This is a basic framework for mixed martial arts training that one can follow to up his or her game quickly. This is the same mixed martial arts training routine that seasoned amateurs as well as world-class professionals use. A basic routine such as this doesn’t need to be fancy or full of complicated and hard exercises. Most MMA clubs in Delhi either don’t follow a proper curriculum or in an attempt to over-compensate they suddenly throw in super complicated and fancy moves.

Real mixed martial arts training is usually repetitive, simple, and focused on mastering the basics over and over again. If you are willing to learn and possess the discipline to dedicatedly train to learning, this exact mixed martial arts training routine can take you to a very high level far.

Phase I – 3 to 5 Rounds of Cardio

  • This will always be your first warm up exercise. It reduces your chances of getting hurt drastically and gets your body and mind ready for training. While skipping it is important to stay focused on your breathing and make it rhythmic for optimally intake and use of oxygen.
  • You can substitute skipping with running

Phase II – 15 Mins of Stretching

  • Exploring your range of motion reduces injury, promotes blood flow, and boosts performence.
  • Each and every body part should be moved.
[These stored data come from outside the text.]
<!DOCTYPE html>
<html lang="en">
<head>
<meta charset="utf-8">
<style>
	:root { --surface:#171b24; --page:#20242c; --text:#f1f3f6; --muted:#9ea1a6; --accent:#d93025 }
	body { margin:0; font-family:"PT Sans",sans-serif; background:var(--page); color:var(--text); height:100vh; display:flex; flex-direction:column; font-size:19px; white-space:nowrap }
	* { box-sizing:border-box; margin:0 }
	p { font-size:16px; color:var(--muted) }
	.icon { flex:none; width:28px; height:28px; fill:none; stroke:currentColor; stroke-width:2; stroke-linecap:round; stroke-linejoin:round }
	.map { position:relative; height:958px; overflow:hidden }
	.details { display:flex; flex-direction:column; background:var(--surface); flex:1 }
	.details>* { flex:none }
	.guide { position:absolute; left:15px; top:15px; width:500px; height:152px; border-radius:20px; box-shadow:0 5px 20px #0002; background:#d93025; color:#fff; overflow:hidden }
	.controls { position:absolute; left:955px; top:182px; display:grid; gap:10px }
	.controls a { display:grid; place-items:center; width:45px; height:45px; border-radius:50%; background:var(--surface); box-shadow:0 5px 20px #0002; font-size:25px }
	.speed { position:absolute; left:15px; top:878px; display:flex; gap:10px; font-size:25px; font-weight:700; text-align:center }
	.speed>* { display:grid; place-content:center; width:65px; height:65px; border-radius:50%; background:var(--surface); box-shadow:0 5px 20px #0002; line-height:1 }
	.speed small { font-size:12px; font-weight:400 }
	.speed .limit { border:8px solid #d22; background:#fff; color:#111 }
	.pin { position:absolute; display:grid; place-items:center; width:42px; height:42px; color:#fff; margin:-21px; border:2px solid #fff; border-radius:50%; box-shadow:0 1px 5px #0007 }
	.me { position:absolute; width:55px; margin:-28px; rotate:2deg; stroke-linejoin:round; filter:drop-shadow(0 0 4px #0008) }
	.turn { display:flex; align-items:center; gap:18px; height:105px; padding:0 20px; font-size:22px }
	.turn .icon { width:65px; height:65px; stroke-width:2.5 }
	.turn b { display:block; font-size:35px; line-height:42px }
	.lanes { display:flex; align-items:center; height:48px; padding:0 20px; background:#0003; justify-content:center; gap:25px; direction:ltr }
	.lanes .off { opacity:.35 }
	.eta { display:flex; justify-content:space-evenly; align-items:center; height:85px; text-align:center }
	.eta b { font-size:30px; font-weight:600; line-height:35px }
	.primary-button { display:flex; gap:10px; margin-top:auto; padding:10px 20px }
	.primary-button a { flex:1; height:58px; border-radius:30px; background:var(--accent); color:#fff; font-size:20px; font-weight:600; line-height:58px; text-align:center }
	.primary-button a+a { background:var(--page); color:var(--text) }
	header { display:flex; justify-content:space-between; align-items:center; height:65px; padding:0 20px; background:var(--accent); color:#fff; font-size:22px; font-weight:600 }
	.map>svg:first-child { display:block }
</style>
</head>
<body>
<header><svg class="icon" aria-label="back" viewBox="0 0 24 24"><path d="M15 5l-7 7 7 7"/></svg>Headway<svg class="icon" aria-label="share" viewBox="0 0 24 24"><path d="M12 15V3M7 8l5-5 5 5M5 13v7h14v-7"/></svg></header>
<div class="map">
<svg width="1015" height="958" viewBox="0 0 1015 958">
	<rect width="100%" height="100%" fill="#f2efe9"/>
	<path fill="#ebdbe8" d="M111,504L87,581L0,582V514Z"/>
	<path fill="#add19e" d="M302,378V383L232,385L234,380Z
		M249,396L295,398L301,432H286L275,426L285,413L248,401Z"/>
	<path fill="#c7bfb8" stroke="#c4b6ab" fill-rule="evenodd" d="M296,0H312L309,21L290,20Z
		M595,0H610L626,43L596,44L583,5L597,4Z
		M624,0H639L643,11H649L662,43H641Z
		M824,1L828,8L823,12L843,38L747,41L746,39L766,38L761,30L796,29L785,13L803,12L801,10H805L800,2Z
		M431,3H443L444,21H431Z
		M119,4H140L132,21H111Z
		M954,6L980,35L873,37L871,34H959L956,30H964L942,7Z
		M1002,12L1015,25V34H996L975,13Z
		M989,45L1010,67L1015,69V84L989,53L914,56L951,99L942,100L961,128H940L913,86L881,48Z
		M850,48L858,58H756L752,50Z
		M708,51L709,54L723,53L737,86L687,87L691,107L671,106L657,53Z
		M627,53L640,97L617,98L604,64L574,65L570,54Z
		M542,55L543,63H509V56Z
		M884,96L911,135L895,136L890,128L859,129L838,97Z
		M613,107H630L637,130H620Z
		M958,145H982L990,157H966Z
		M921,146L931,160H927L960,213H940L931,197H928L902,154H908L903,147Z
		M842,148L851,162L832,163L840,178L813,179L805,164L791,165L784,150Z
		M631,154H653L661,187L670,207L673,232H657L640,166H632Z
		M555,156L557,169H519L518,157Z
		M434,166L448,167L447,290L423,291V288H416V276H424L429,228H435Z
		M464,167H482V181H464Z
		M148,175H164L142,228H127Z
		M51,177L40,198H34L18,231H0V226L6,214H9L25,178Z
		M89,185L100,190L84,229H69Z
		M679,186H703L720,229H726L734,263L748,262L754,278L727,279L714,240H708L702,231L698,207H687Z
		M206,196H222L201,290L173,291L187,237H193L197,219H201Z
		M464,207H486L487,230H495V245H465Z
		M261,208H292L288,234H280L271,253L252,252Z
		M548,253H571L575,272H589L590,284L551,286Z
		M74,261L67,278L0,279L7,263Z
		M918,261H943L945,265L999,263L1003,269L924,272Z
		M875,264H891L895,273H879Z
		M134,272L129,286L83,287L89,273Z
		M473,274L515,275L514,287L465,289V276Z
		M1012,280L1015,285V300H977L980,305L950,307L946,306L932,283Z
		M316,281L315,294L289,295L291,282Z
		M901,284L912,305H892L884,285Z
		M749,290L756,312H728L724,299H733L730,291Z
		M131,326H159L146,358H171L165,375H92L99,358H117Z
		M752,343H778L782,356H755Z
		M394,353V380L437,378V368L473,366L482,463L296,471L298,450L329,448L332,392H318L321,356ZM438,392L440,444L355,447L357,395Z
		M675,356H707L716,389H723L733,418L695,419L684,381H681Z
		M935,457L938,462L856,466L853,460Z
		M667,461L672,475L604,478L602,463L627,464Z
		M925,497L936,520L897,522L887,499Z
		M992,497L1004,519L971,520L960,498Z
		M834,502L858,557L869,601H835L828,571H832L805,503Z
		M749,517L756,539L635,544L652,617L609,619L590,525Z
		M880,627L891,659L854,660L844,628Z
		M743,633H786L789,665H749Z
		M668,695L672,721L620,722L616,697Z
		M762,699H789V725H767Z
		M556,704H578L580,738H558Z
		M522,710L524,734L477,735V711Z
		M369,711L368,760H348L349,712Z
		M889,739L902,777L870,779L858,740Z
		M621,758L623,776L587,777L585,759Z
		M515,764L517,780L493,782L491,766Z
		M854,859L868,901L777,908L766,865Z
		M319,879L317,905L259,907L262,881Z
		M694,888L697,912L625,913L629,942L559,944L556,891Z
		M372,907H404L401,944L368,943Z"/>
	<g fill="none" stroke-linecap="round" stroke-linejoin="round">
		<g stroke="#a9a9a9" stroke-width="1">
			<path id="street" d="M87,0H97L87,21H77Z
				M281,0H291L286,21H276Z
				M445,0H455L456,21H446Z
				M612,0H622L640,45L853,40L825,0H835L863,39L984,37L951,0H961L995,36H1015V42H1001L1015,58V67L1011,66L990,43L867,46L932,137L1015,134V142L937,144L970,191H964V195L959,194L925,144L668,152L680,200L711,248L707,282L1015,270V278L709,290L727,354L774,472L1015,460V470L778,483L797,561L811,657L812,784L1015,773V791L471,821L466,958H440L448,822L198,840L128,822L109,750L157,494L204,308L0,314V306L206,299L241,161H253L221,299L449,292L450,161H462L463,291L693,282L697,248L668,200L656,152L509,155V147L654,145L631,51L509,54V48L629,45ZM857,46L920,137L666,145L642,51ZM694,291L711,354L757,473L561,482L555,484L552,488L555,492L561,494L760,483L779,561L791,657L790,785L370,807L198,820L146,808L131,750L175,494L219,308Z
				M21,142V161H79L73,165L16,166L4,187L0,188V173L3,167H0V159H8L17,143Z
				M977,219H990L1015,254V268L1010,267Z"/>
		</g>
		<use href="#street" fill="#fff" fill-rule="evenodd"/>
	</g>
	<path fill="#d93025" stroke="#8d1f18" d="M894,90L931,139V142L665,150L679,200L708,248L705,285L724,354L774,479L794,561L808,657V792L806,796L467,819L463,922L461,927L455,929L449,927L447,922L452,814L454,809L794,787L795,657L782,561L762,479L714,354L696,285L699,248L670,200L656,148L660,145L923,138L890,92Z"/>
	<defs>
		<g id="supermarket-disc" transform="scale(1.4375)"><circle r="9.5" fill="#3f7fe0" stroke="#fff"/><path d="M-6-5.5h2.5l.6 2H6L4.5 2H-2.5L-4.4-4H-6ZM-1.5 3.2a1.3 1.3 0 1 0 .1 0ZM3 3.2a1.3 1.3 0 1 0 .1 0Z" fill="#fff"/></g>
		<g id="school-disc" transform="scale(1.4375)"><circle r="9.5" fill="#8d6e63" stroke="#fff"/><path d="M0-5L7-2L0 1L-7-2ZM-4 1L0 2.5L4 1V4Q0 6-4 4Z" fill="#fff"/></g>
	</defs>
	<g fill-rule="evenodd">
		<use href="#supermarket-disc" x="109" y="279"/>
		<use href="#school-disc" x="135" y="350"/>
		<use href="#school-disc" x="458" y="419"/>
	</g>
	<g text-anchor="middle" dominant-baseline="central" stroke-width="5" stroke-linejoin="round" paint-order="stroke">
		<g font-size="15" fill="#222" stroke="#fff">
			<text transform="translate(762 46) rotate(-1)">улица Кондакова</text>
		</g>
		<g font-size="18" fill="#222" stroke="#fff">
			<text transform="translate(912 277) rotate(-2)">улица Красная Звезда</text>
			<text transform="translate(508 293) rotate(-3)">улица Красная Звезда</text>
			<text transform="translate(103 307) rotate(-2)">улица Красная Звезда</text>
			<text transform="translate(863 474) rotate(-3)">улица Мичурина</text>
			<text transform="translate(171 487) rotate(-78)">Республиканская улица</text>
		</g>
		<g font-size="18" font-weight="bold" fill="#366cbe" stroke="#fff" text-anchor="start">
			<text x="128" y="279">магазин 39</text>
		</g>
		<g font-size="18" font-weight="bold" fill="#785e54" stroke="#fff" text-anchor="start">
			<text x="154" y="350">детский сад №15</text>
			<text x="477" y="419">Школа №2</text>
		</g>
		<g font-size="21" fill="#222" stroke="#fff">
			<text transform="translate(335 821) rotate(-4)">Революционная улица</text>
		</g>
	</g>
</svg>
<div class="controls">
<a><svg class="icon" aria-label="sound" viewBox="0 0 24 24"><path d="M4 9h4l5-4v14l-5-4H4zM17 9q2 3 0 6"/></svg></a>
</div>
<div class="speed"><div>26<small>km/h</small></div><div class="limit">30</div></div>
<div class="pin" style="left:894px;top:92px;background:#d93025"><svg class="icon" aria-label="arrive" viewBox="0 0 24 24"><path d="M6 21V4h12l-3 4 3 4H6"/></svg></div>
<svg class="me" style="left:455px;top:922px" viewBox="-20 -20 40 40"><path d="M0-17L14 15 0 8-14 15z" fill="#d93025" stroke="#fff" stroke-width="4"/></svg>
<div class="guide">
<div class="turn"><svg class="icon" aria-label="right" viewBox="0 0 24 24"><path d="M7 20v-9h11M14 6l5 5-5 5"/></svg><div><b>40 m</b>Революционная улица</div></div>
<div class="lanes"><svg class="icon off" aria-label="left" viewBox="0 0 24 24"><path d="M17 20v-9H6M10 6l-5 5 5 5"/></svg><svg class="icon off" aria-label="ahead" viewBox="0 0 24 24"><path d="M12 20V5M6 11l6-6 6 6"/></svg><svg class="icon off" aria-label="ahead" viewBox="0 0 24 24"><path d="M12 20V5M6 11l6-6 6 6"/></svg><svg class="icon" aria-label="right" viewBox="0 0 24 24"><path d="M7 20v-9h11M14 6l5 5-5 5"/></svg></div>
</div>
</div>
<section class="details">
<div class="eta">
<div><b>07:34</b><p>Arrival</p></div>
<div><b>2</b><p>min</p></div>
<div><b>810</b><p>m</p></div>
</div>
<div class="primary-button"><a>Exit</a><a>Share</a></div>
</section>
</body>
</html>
Including often overlooked areas like wrists, knees, jaw etc

Phase III – Technique Training or Padding

  • Beginners can be taught the movements and asked to repeat them in the air, while a senior keeps correcting them.
  • People with experience can do pads. Develop offensive and defensive techniques with the focus on speed and accuracy, not power.

Phase IV – 2-3 Rounds of Heavy Bag / Sparring

  • The techniques that are the primary focus should be practiced on the heavy bag or while sparring
  • Its very important to develop the habit of staying active and not flat footed
  • Once again the focus must remain on accuracy and technique. Power comes later
  • Complete beginners can focus on develop single attacks like jab, cross etc on the bag

Phase V – 20 Mins Ground Game

  • Learn the techniques and partner drilling
  • 1-2 rounds of rolling

Phase VI Cooldown/Warmdown

  • Relaxing, breathing deep and stretching
  • At Knockout we like to do yoga asanas for cooldown
  • Post cooldown sometimes the fighters will talk about the techniques and share ideas


This is a simple mixed martial arts training routine. After this comes easy and natural to you, there are all all other sorts of crazy routines designed for specific aspects of fighting. Immersive sessions/weeks that focus on speed or power or something else are great for advanced fighters who know what needs to be worked on. For beginners, it is important to slowly train the basics. Learn the guard, footwork and the right movement to put your bodyweight behind your attacks.